An exact reproduction of the records is required, with all pictures omitted.

(Stored data)
--------------------------------
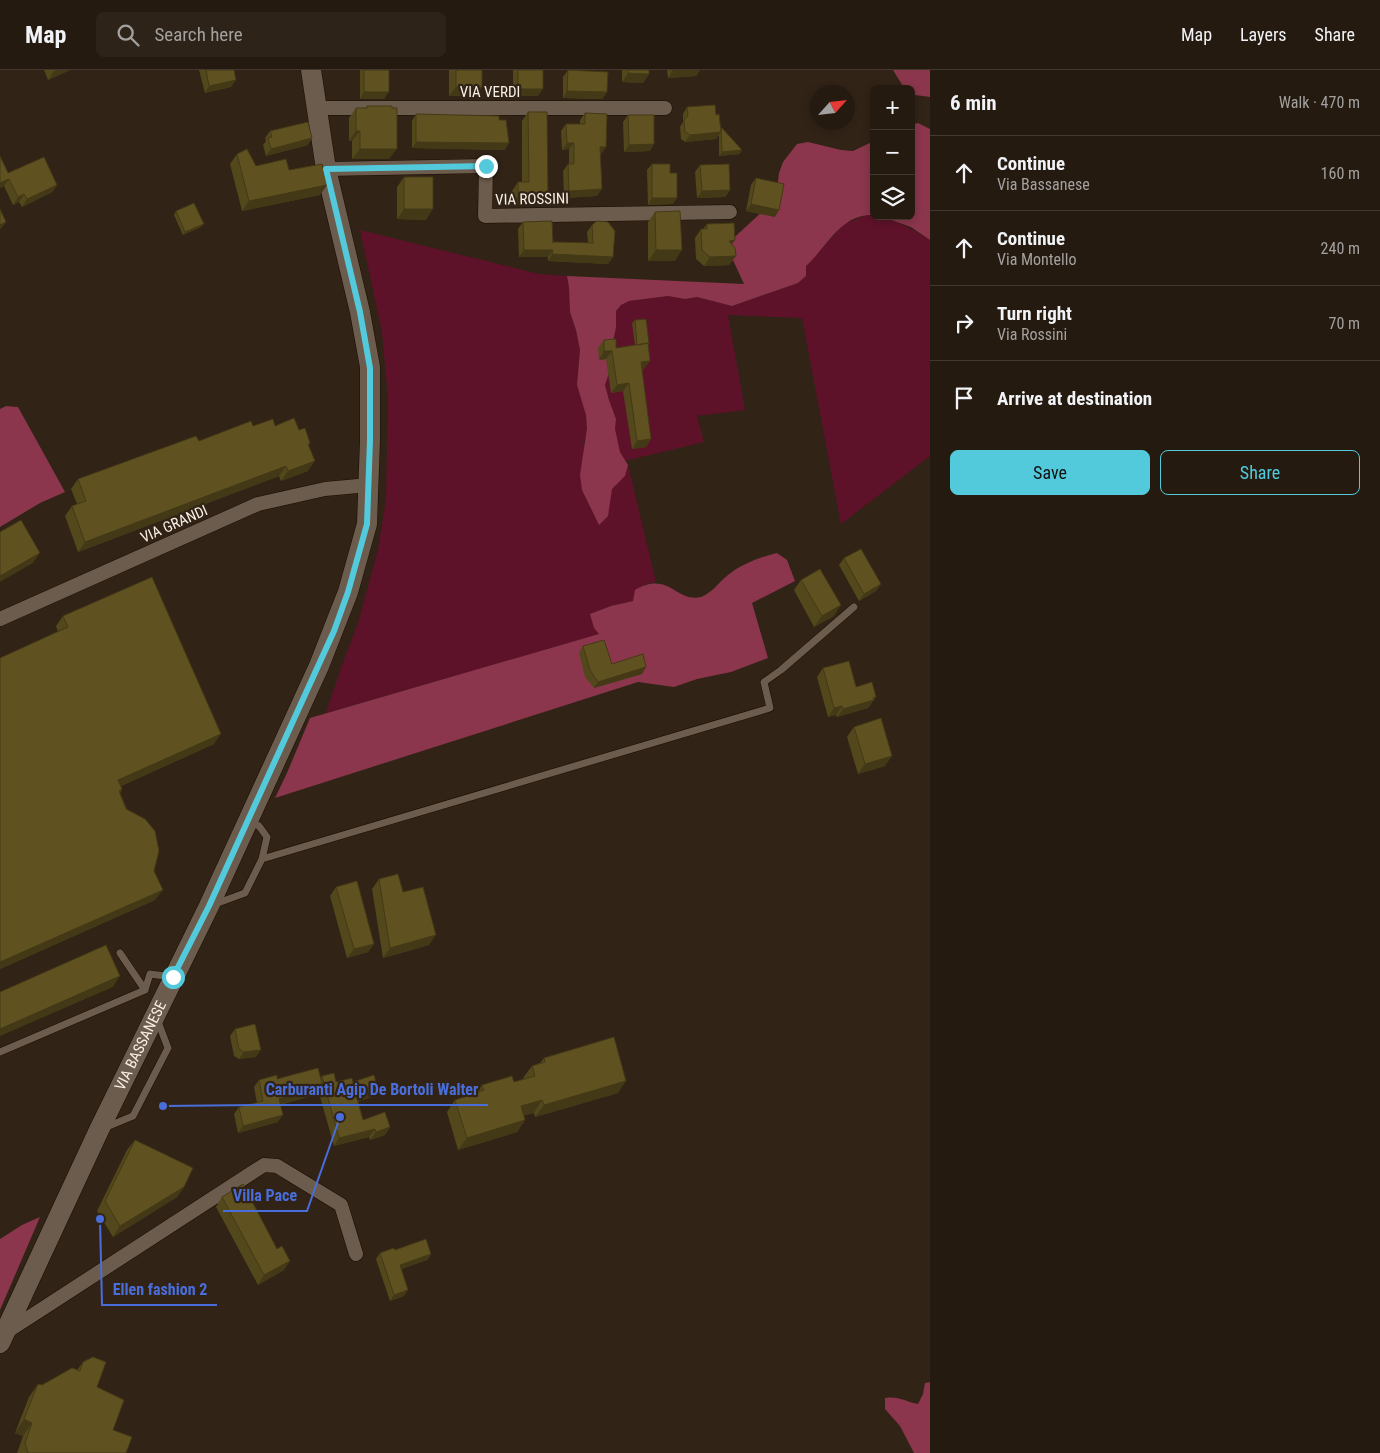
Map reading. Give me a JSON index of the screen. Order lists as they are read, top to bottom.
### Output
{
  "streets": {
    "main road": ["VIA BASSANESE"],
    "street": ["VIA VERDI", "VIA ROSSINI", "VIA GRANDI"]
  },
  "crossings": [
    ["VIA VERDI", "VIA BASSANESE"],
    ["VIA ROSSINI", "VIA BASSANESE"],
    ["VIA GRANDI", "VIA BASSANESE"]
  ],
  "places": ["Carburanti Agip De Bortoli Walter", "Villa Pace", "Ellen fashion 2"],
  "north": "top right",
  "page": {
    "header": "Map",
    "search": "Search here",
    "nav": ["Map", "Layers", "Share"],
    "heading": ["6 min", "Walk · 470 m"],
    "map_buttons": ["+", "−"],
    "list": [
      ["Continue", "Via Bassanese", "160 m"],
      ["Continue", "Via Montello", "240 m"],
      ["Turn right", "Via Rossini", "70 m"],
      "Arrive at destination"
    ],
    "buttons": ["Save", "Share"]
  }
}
--------------------------------
### Task result
Map reading. Give me a JSON index of the screen. Order lists as they are read, top to bottom.
### Output
{
  "streets": {
    "main road": ["VIA BASSANESE"],
    "street": ["VIA VERDI", "VIA ROSSINI", "VIA GRANDI"]
  },
  "crossings": [
    ["VIA VERDI", "VIA BASSANESE"],
    ["VIA ROSSINI", "VIA BASSANESE"],
    ["VIA GRANDI", "VIA BASSANESE"]
  ],
  "places": ["Carburanti Agip De Bortoli Walter", "Villa Pace", "Ellen fashion 2"],
  "north": "top right",
  "page": {
    "header": "Map",
    "search": "Search here",
    "nav": ["Map", "Layers", "Share"],
    "heading": ["6 min", "Walk · 470 m"],
    "map_buttons": ["+", "−"],
    "list": [
      ["Continue", "Via Bassanese", "160 m"],
      ["Continue", "Via Montello", "240 m"],
      ["Turn right", "Via Rossini", "70 m"],
      "Arrive at destination"
    ],
    "buttons": ["Save", "Share"]
  }
}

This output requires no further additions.